** Opening Dataset excerpts block **
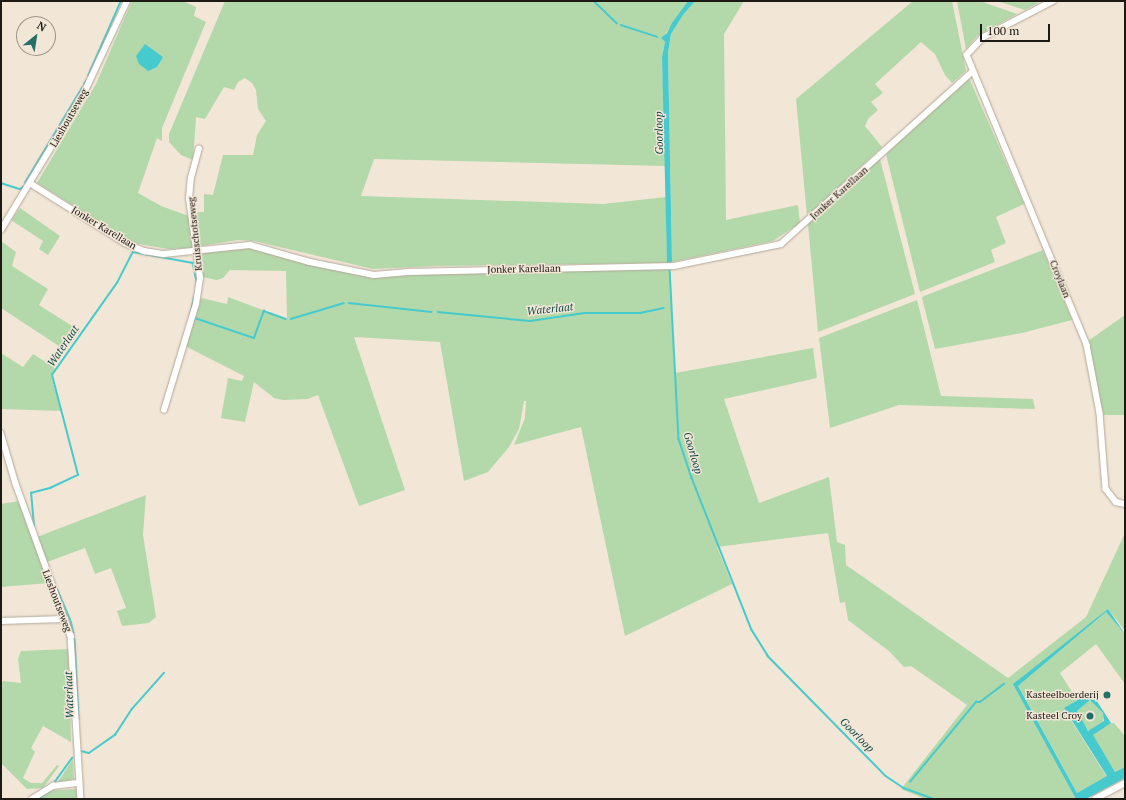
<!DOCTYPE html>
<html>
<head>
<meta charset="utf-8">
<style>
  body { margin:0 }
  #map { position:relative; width:1126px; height:800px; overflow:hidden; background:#f2e6d7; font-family:"PT Serif",serif }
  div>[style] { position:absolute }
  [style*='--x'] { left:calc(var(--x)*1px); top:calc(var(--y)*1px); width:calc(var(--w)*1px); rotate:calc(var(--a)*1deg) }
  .green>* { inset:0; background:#b3d9aa }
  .water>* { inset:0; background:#47cacd }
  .stream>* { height:1.5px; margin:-0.75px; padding:0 0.75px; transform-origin:0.75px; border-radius:0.75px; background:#47cacd }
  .roads { filter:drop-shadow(0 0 1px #b3a799) drop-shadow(0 0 1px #b3a799) }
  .minor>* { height:5.5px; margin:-2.75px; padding:0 2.75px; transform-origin:2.75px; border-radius:2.75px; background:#fff }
  .dots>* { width:11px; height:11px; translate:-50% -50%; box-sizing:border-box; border:2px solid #f2e6d7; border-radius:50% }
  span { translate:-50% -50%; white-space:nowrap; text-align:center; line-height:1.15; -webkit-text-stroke:3px #f2e6d7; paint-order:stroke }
  .street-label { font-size:10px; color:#1d1914 }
  .poi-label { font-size:10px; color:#1d1914 }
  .right { translate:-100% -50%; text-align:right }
  .water-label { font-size:11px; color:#114a4b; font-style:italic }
  .frame { position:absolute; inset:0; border:2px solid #1d1914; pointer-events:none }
  .north { position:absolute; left:16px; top:16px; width:40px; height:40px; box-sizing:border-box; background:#f2e6d7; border:1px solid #9d9489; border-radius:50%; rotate:30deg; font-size:11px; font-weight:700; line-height:16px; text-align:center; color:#1d1914 }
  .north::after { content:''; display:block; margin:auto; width:14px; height:18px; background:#256f6a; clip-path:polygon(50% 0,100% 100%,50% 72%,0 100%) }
  .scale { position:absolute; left:980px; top:24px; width:70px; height:18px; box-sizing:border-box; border:2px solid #1d1914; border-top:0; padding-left:5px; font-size:12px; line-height:14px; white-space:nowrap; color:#1d1914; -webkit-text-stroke:3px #f2e6d7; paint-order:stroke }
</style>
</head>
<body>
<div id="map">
  <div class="green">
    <div style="clip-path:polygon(132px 1px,183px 1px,196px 7px,194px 16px,206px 22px,162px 128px,162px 141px,157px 138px,138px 193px,161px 206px,189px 216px,194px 247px,192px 248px,168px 249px,133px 243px,37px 183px,96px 84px)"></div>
    <div style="clip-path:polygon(225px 1px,688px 1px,662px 39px,665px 42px,662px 57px,666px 166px,374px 159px,361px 196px,603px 204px,666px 197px,667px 263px,436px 266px,373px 269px,254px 241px,238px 240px,200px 246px,194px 212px,204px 212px,204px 194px,213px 195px,223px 155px,253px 155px,257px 135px,266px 121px,258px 109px,256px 90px,252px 83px,245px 78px,238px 82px,234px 90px,224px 87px,205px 119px,196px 117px,193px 160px,181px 155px,169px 142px,169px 134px)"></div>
    <div style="clip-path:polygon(695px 1px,744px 1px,724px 34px,726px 220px,798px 205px,800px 223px,773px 241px,672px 262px,668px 53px,671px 34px,683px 15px)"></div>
    <div style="clip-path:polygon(913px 1px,952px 1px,966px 71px,952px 83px,945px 75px,935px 54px,921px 42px,875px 84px,883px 93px,871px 102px,878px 110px,868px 119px,865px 126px,882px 147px,807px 216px,796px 99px)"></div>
    <div style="clip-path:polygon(957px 1px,980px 1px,1017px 14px,977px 36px,966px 49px)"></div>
    <div style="clip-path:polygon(997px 1px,1036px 1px,1038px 3px,1025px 10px)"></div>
    <div style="clip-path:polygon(969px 78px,1024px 204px,996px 217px,1006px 243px,991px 250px,995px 262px,920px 292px,886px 154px)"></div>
    <div style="clip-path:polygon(880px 159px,915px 294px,818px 332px,808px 224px)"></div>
    <div style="clip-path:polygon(20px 208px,60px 236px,48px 255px,39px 249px,43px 241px,11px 220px)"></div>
    <div style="clip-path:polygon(1px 241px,16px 252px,12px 266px,48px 289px,39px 305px,80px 331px,65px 350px,1px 308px)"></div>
    <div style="clip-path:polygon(247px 247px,352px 273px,670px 269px,675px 373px,813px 348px,817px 378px,724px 399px,759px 503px,829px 477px,837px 542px,845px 545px,846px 565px,1008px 678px,1086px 617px,1125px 533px,1125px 631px,1108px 609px,1016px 686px,1076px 799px,925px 799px,901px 789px,967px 705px,911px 666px,904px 667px,890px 652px,848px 620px,845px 602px,840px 603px,828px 533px,717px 547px,732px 584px,625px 636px,581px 427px,514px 445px,525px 418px,526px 401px,524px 401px,519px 429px,509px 447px,488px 472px,464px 481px,440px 342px,354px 337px,405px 490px,359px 506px,318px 395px,308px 399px,283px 400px,274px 398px,254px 382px,245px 422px,221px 418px,228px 378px,242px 381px,244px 376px,185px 346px,201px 298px,227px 304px,228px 297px,287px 319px,286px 271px,230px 270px,223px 278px,217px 280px,202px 277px,200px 254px)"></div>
    <div style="clip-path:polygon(1043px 250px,1072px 320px,1022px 333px,935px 349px,922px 298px,924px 296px)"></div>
    <div style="clip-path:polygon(917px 300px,941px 396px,1033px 399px,1035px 409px,899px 405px,830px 428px,819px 338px)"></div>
    <div style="clip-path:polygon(1125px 315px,1125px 415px,1102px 415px,1088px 341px)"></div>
    <div style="clip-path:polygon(1px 353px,23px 367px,33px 354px,55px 368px,52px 380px,62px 411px,1px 409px)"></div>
    <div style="clip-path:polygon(146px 495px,143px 535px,156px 617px,149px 623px,122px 626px,117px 611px,126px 608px,111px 568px,95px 574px,85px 548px,47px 562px,37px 537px)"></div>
    <div style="clip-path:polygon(19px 501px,49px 583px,1px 587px,1px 504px)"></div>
    <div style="clip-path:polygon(1106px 612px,1125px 634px,1125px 684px,1096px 644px,1060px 673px,1077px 700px,1064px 709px,1107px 777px,1077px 793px,1018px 686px)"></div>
    <div style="clip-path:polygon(69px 649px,71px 742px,43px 726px,31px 748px,35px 752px,23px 778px,31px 783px,42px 783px,57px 765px,59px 766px,43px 788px,27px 789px,1px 763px,1px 686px,3px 681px,21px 683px,18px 659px,21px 651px)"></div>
    <div style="clip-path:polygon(1088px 701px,1093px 701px,1104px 715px,1103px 723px,1091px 731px,1085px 729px,1077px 711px)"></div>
    <div style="clip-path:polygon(1111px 723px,1114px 723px,1125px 736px,1125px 767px,1115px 772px,1092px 735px)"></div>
    <div style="clip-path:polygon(73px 759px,74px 779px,57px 783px)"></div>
    <div style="clip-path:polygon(76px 789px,77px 799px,38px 799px,45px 791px)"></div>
  </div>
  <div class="water">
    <div style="clip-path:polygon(688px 1px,695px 1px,683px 15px,671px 34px,668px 53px,672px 262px,667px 263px,662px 57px,665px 42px,661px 38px,667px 33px,672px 23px)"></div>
    <div style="clip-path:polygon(145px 44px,163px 57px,157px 67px,148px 71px,139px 64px,136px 56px)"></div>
    <div style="clip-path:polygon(evenodd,1108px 609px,1125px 634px,1106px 612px,1018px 686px,1077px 793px,1107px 776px,1064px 708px,1091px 692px,1111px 723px,1093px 735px,1115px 772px,1125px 767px,1125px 778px,1086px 799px,1076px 799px,1013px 684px,1108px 609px,1090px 700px,1103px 713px,1104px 721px,1088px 731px,1077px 711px,1090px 700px)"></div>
  </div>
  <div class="stream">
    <div style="--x:594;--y:1;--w:32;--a:44"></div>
    <div style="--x:621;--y:25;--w:38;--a:18"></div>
    <div style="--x:88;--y:76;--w:82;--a:-66.3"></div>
    <div style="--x:84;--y:84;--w:5;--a:-53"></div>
    <div style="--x:1;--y:183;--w:20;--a:18"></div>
    <div style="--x:20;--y:189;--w:4;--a:-34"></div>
    <div style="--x:25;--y:183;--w:111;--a:-59"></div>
    <div style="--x:670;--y:268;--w:171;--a:87"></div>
    <div style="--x:679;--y:439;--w:41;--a:71.6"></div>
    <div style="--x:692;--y:478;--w:163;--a:68.5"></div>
    <div style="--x:752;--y:630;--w:31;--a:58"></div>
    <div style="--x:768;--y:656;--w:168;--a:45.5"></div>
    <div style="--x:886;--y:776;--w:22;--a:34"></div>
    <div style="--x:904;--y:788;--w:32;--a:20"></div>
    <div style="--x:349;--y:303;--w:83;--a:6.2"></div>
    <div style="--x:438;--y:312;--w:92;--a:5.6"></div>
    <div style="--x:530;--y:321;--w:55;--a:-8.4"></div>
    <div style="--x:584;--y:313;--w:56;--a:0"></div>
    <div style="--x:640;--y:313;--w:24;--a:-12"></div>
    <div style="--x:190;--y:316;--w:19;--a:-78"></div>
    <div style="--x:195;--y:318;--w:62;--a:18.7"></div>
    <div style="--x:254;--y:338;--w:29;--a:-70"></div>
    <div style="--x:264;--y:311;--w:23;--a:20"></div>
    <div style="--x:291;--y:319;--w:55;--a:-16.8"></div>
    <div style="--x:34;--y:526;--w:33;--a:-95"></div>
    <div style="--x:31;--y:493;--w:20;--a:-15"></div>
    <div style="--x:50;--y:488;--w:31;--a:-25"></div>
    <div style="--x:78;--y:475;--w:103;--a:-104.6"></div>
    <div style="--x:52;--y:375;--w:113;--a:-54.8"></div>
    <div style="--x:117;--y:283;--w:35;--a:-63"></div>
    <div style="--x:133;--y:252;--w:61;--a:10.4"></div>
    <div style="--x:193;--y:263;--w:19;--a:78"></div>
    <div style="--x:57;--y:588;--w:34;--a:67"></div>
    <div style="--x:71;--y:621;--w:12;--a:76"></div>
    <div style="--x:75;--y:639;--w:80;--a:87.1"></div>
    <div style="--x:81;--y:751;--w:8;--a:14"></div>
    <div style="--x:89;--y:753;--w:32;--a:-35"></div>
    <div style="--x:115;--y:735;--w:31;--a:-57"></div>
    <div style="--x:132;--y:709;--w:48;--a:-48.4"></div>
    <div style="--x:910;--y:782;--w:104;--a:-50.5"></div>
    <div style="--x:976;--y:702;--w:4;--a:0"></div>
    <div style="--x:980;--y:702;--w:30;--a:-37"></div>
    <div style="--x:54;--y:783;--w:31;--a:-54"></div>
    <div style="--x:38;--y:799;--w:12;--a:-35"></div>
  </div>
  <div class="roads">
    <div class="minor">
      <div style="--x:1054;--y:1;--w:80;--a:152.5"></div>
      <div style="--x:983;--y:38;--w:23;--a:133"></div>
      <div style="--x:967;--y:55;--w:314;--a:67.5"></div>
      <div style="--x:1087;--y:345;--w:69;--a:79.2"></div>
      <div style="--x:1100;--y:413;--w:76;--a:85.5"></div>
      <div style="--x:1106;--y:489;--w:16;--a:52"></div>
      <div style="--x:1116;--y:502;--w:9;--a:13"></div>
      <div style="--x:30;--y:183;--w:112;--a:32.3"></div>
      <div style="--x:125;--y:243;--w:21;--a:23"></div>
      <div style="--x:144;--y:251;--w:20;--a:9"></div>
      <div style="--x:164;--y:254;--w:86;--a:-6"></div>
      <div style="--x:250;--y:245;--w:62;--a:15.8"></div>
      <div style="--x:310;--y:262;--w:65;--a:11.5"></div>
      <div style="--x:374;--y:275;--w:34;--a:-5"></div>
      <div style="--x:408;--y:272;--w:266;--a:-1.3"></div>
      <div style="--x:674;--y:266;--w:109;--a:-11.6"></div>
      <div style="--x:781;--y:244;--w:258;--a:-42"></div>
      <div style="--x:1;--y:230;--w:160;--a:-58.8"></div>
      <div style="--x:84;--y:93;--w:102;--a:-64.9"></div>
      <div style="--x:164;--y:410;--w:111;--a:-73.2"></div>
      <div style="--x:196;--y:304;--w:26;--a:-81"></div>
      <div style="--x:200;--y:278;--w:80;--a:-97.9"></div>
      <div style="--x:189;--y:199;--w:21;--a:-85"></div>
      <div style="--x:191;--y:178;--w:30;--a:-75"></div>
      <div style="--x:1;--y:433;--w:53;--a:73.6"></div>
      <div style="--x:16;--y:484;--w:162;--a:70.1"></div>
      <div style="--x:71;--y:636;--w:163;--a:86.5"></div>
      <div style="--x:1;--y:621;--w:64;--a:-1.8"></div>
      <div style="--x:32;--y:799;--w:25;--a:-32"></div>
      <div style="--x:53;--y:786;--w:26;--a:-7"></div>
      <div style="--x:1095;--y:799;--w:34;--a:-28"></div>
    </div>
  </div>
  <div class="dots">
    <div style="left:1107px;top:695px;background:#256f6a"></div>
    <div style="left:1090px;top:716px;background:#256f6a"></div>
  </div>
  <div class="street-label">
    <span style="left:69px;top:118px;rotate:-60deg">Lieshoutseweg</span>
    <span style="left:839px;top:193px;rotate:-42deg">Jonker Karellaan</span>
    <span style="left:104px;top:228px;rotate:31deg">Jonker Karellaan</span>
    <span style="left:195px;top:234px;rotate:-96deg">Kruisschotseweg</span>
    <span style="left:524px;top:269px;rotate:-1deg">Jonker Karellaan</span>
    <span style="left:1060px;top:279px;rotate:68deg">Croylaan</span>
    <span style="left:57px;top:601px;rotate:69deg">Lieshoutseweg</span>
  </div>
  <div class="poi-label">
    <span class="right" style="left:1099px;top:695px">Kasteelboerderij</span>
    <span class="right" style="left:1082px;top:716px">Kasteel Croy</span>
  </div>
  <div class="water-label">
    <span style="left:659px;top:133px;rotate:-91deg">Goorloop</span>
    <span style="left:550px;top:309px;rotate:-6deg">Waterlaat</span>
    <span style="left:63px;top:346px;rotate:-56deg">Waterlaat</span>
    <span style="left:693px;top:453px;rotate:74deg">Goorloop</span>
    <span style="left:69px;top:695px;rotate:-92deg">Waterlaat</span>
    <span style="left:857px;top:735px;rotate:45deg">Goorloop</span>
  </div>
  <div class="frame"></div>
  <div class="north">N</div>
  <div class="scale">100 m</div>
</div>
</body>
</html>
** Closing Dataset excerpts block **
» Problem description:
Across the material, report every line that has the word "stream".

» Answer for this exercise:
  .stream>* { height:1.5px; margin:-0.75px; padding:0 0.75px; transform-origin:0.75px; border-radius:0.75px; background:#47cacd }
  <div class="stream">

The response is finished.